◆ TASK DETAILS ◆
Each line from the material with the word "JSON" in it must be copied.

◆ PROVIDED MATERIAL ◆
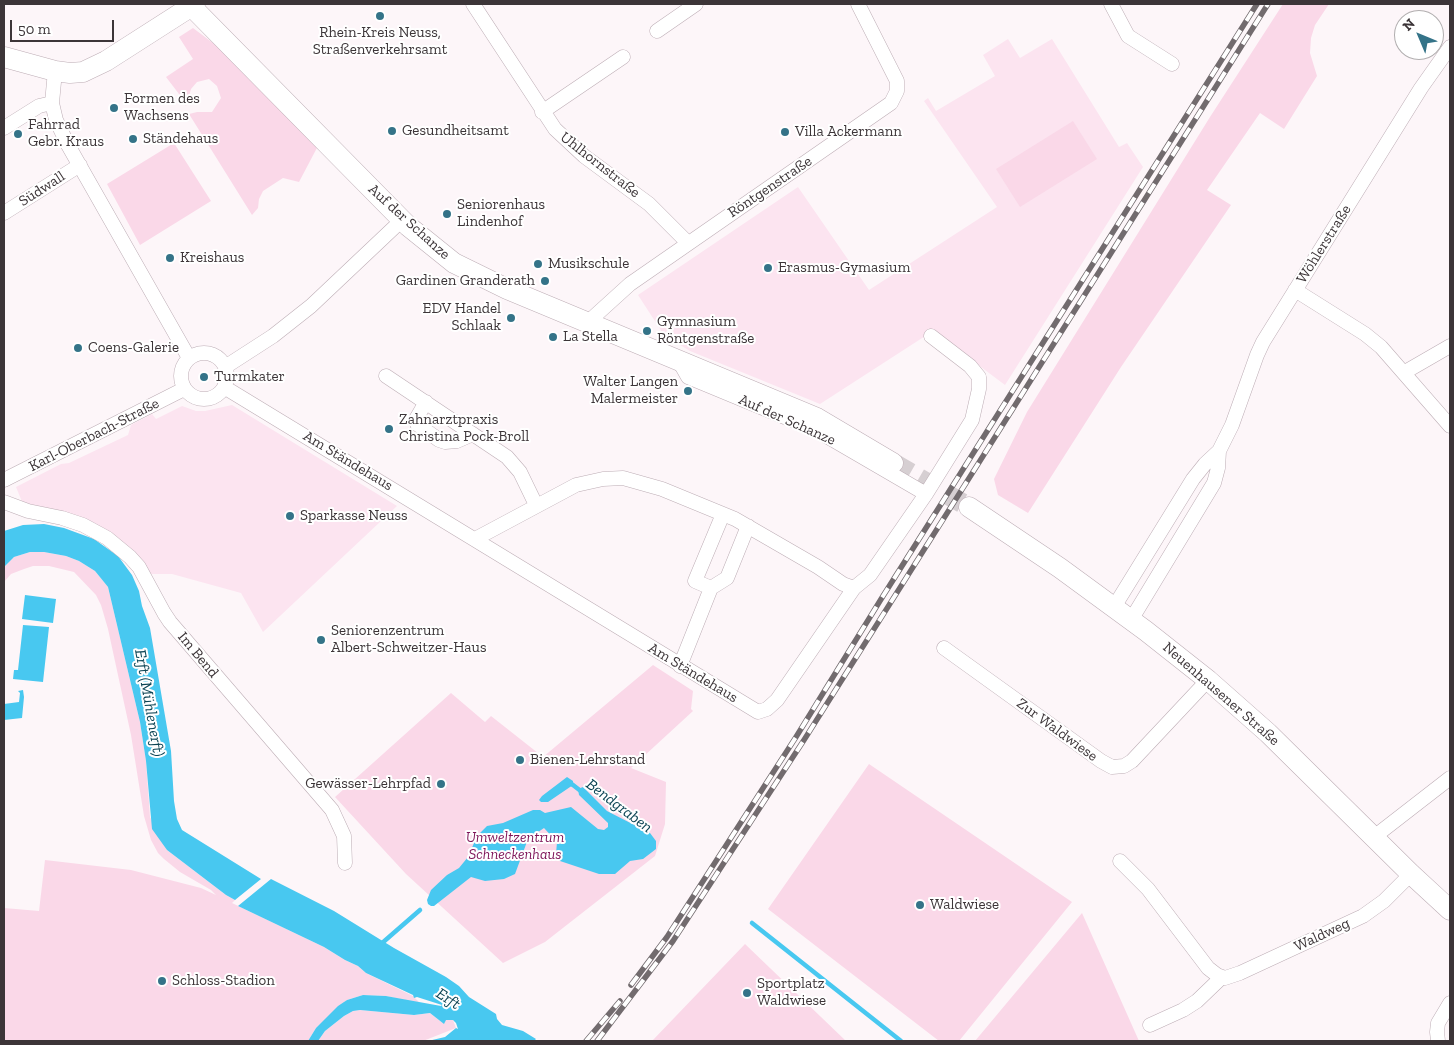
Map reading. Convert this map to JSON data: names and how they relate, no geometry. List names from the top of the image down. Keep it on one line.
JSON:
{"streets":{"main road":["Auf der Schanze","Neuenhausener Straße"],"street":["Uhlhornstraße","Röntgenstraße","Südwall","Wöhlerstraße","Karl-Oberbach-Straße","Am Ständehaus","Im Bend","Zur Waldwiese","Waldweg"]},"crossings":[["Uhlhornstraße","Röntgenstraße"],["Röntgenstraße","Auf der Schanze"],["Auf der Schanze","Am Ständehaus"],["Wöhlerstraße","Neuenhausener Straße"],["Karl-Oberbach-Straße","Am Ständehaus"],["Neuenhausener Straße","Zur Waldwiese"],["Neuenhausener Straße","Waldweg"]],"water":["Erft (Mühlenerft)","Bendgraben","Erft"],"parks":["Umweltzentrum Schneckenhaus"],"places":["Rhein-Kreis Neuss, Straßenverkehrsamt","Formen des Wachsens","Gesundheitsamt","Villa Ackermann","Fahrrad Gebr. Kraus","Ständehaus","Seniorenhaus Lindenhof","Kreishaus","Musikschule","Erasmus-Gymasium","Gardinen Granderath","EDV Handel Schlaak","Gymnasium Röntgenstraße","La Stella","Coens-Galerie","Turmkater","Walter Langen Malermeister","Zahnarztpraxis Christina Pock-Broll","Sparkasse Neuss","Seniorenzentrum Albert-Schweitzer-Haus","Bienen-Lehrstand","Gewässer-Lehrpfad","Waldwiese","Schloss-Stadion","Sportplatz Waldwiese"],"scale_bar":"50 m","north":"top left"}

◆ REPLY ◆
Map reading. Convert this map to JSON data: names and how they relate, no geometry. List names from the top of the image down. Keep it on one line.
JSON:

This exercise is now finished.